The assassination of two NYPD officers in their patrol car in Brooklyn earlier this month had been triggered by the death of Eric Garner, according to civil rights activist and MSNBC host Rev. Al Sharpton.
On Monday's "Politics Nation," MSNBC contributor and former Democratic Governor of Pennsylvania Ed Rendell initiated a discussion about how Officers Rafael Ramos and Wenjian Liu would not have been fatally ambushed by gunman Ismaaiyl Brinsley on Dec. 20 if NYPD officers hadn't applied a chokehold to Garner in a widely circulated video, Red Flag News reported.
"How do you think the families of Officer Liu and Officer Ramos would have felt about a little less violence applied to that young man?" Rendell asked. "And I'm not saying that there should have been arrests or not arrests, but if when he said, 'I can't breathe,' if they had stopped and let up on him, it's likely that Officer Liu and Officer Ramos would be alive today."
On July 17, at the request of local "minority business owners," police went to a location where Garner was known for selling cigarettes, UK MailOnline reported. In a widely circulated video, Officer Daniel Pantaleo can be seen grabbing unarmed Garner and fatally holding him in a banned chokehold maneuver as the man repeatedly says, "I can't breathe."
"Well, as you said, he's a crazy person. I don't think it has anything to do with the causes," Sharpton said. "But I think you trigger things... when you have people on the edge."
"You trigger things!" agreed Rendell. "There's no question.

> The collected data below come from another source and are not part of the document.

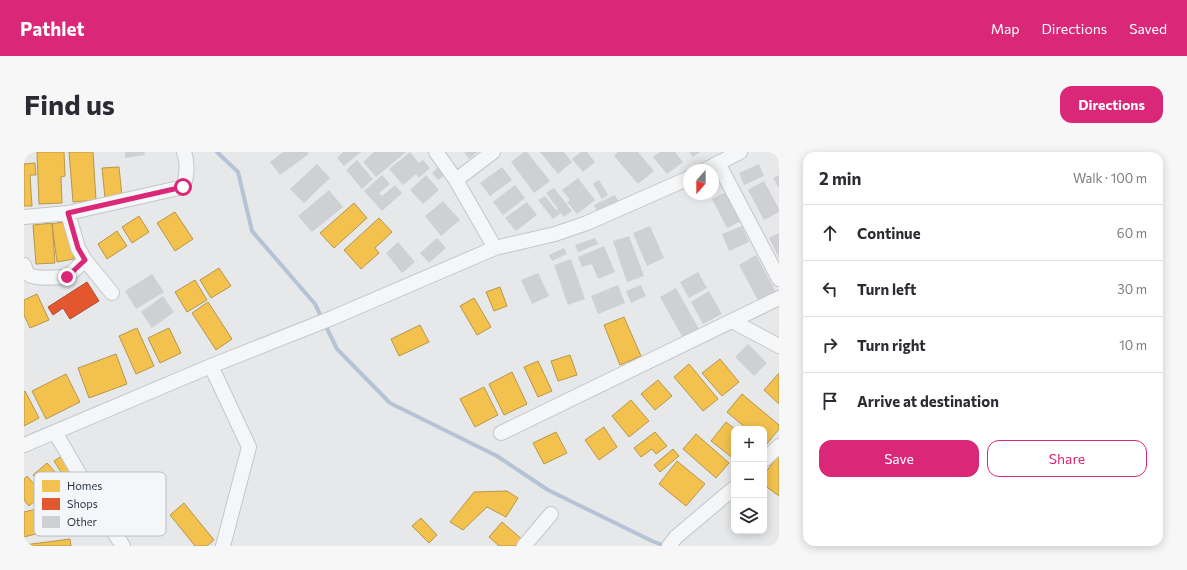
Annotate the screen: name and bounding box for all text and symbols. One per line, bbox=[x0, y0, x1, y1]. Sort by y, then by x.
text: Pathlet bbox=[20, 17, 85, 40]
text: Map bbox=[991, 20, 1020, 37]
text: Directions bbox=[1042, 20, 1107, 37]
text: Saved bbox=[1129, 20, 1167, 37]
button: Directions bbox=[1060, 86, 1163, 123]
text: Find us bbox=[24, 87, 115, 121]
north arrow bbox=[683, 164, 719, 200]
text: 2 min bbox=[819, 168, 861, 189]
text: Walk · 100 m bbox=[1073, 170, 1147, 186]
route start bbox=[174, 178, 192, 196]
icon: ahead bbox=[819, 222, 841, 244]
text: Continue bbox=[857, 224, 921, 242]
text: 60 m bbox=[1117, 225, 1147, 241]
route end bbox=[58, 268, 76, 286]
icon: left bbox=[819, 278, 841, 300]
text: Turn left bbox=[857, 280, 916, 298]
text: 30 m bbox=[1117, 281, 1147, 297]
icon: right bbox=[819, 334, 841, 356]
text: Turn right bbox=[857, 336, 926, 354]
text: 10 m bbox=[1119, 337, 1147, 353]
icon: arrive bbox=[819, 390, 841, 412]
text: Arrive at destination bbox=[857, 392, 999, 410]
map controls bbox=[731, 426, 767, 534]
button: + bbox=[731, 426, 767, 462]
button: Save bbox=[819, 440, 979, 477]
button: Share bbox=[987, 440, 1147, 477]
button: − bbox=[731, 462, 767, 498]
legend bbox=[34, 472, 166, 536]
text: Homes bbox=[67, 479, 102, 492]
text: Shops bbox=[67, 497, 98, 510]
button: layers bbox=[731, 498, 767, 534]
text: Other bbox=[67, 515, 98, 528]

He said on his - on the internet, he said he was taking revenge for what happened to the young man. And so that's the type of thing that breeds mistrust and anger."
Meanwhile, Sharpton has also been in the headlines for criticizing the Ferguson grand jury's decision to not indict police officer Darren Wilson in the fatal shooting of 18-year-old unarmed Michael Brown, where he claimed that the verdict was "an absolute blow" to the justice system, The Daily Caller reported.
"Let it be clear. We are dealing with the same attitudes in Ferguson right here in the city," Sharpton had said from his Harlem, New York office, while being joined by Garner's family.